Potential routing conflicts, especially if multiple addresses try to inject default routes.
Addresses don't inject default routes. (They only inject "local subnet" routes.)
Default routes come from the same mechanisms that provide you with your address. So if you're going to use DHCP or IPv6 RA to obtain a default route, then there is no point in your plan, because the network will also provide you with an address appropriate for that network, therefore there is no need to pre-add all possible addresses.
If you are using static configuration only, then unless you manually add a default route, there won't be a default route at all. Similarly:
Should I be flushing routes on each network change to avoid stale or conflicting entries?
Without DHCP or RA, this question does not make sense because the set of routes will be static as well – there won't be any new entries added dynamically, so there won't be any entries that can go stale, either.
With DHCP, it is the DHCP client's job to automatically remove all routes it has added.
How Linux chooses the source IP for outbound packets when multiple global IPs exist on one interface.
"Longest common prefix" is the main rule in IPv6. I think it also applies to IPv4. For example, accessing 192.0.1.2 would choose 192.168.1.100 – even if you're actually on the 10.11.22 network right now – because it shares a common prefix of 192/8 with the destination, while the common prefix for the other address would be 0 bits.
You can influence this by setting a "preferred source" attribute (RTA_PREFSRC) on your routes, using the src keyword in ip route add.
Beyond that, the OS is not aware that some addresses should be ignored because they're invalid for the current network; after all, you've assigned them to an interface, so you declared them valid.
I want the Raspberry Pi to come up and be reachable with the same set of known IPs
It won't be reachable with the same set of known IPs, because the networks will not route all those IPs towards the Raspberry Pi.
For example, if you are currently 192.168.1.100/24, then your adjacent hosts will also generally be 192.168.1.x/24. They will have a "local subnet" route for 192.168.1.0/24, allowing them to reach 192.168.1.100.
But those hosts are only 192.168.1.x/24 and not 10.11.12.0/24 – so they will not be aware of 10.11.12.13 being local, and any attempts to contact 10.11.12.13 will get routed through those hosts' "default gateway" (the subnet router).
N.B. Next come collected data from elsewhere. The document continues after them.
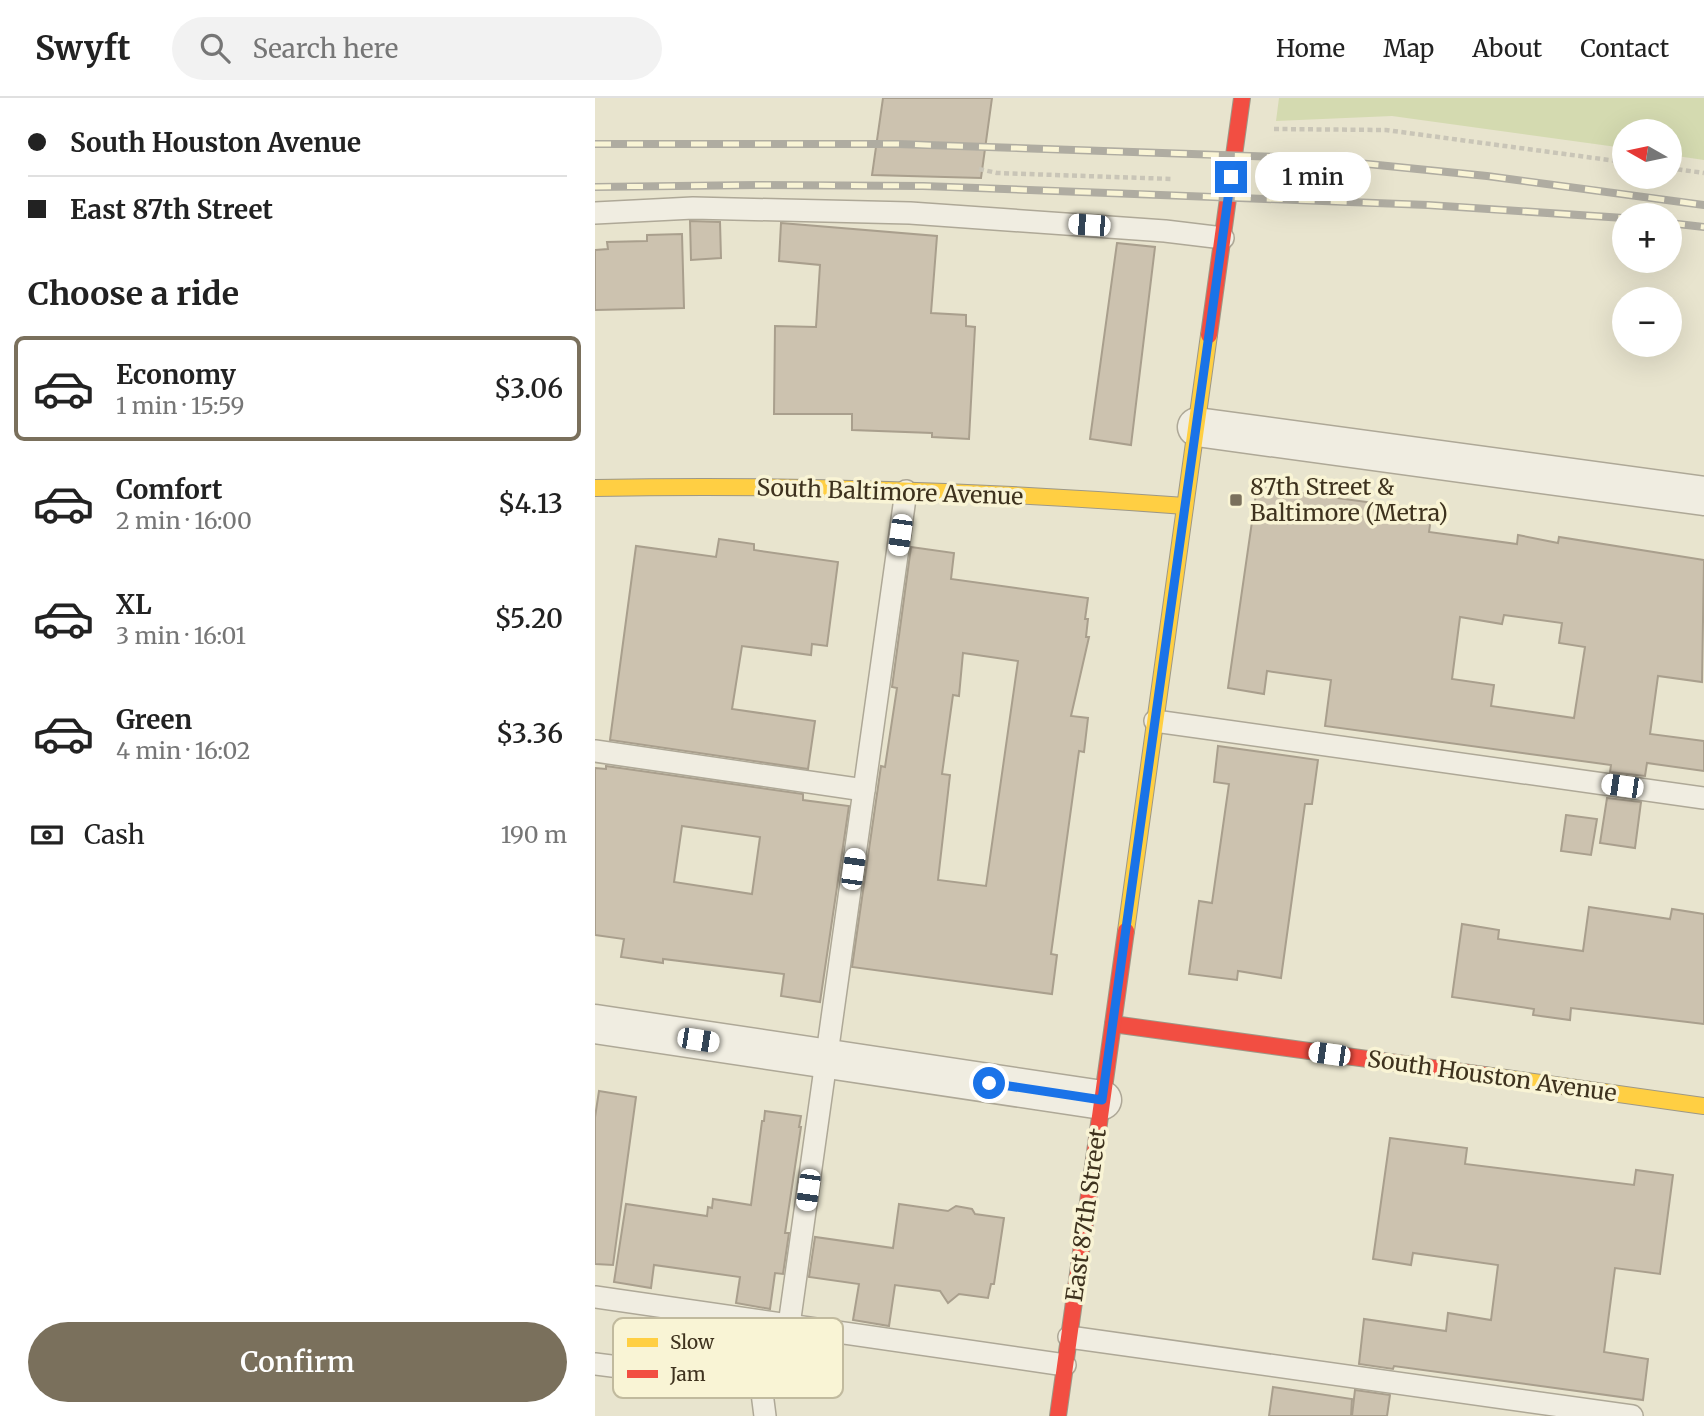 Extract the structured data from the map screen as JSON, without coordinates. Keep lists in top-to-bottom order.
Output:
{
  "streets": {
    "main road": ["South Baltimore Avenue", "South Houston Avenue", "East 87th Street"]
  },
  "crossings": [
    ["South Baltimore Avenue", "East 87th Street"],
    ["South Houston Avenue", "East 87th Street"]
  ],
  "places": {
    "transit": ["87th Street & Baltimore (Metra)"]
  },
  "legend": ["Slow", "Jam"],
  "north": "left",
  "page": {
    "header": "Swyft",
    "search": "Search here",
    "nav": [
      "Home",
      "Map",
      "About",
      "Contact"
    ],
    "banner": ["South Houston Avenue", "East 87th Street"],
    "map_buttons": ["+", "−"],
    "bubble": "1 min",
    "heading": "Choose a ride",
    "list": [
      {
        "name": "Economy",
        "note": "1 min · 15:59",
        "value": "$3.06"
      },
      {
        "name": "Comfort",
        "note": "2 min · 16:00",
        "value": "$4.13"
      },
      {
        "name": "XL",
        "note": "3 min · 16:01",
        "value": "$5.20"
      },
      {
        "name": "Green",
        "note": "4 min · 16:02",
        "value": "$3.36"
      }
    ],
    "pay": ["Cash", "190 m"],
    "buttons": "Confirm"
  }
}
That subnet router likewise is unaware of the Pi being here and will forward the packets somewhere further away from the network the Pi is in.
For the Pi to become reachable using its alternate address you'd need to manually configure all those hosts (or the subnet router) to have 10.11.12.0/24 as an additional local subnet route. Might as well configure them to resolve the Pi's hostname via mDNS instead.
If you're in the 10.11.12.0/24 network, you will have the opposite situation with none of the local network equipment being aware that 192.168.1.100 is a locally reachable address. The same goes for IPv6, which follows the same model as far as local subnets are concerned.
The only way this could possibly work is if all sites spoke RIP or OSPF or Babel or similar, with the Pi also acting as an OSPF neighbor and advertising a route that way. (Unlikely to happen in regular LANs – it's "a bit of a security risk" to allow random hosts to pull traffic for arbitrary addresses.)
Is this approach viable and stable for production usage?
No.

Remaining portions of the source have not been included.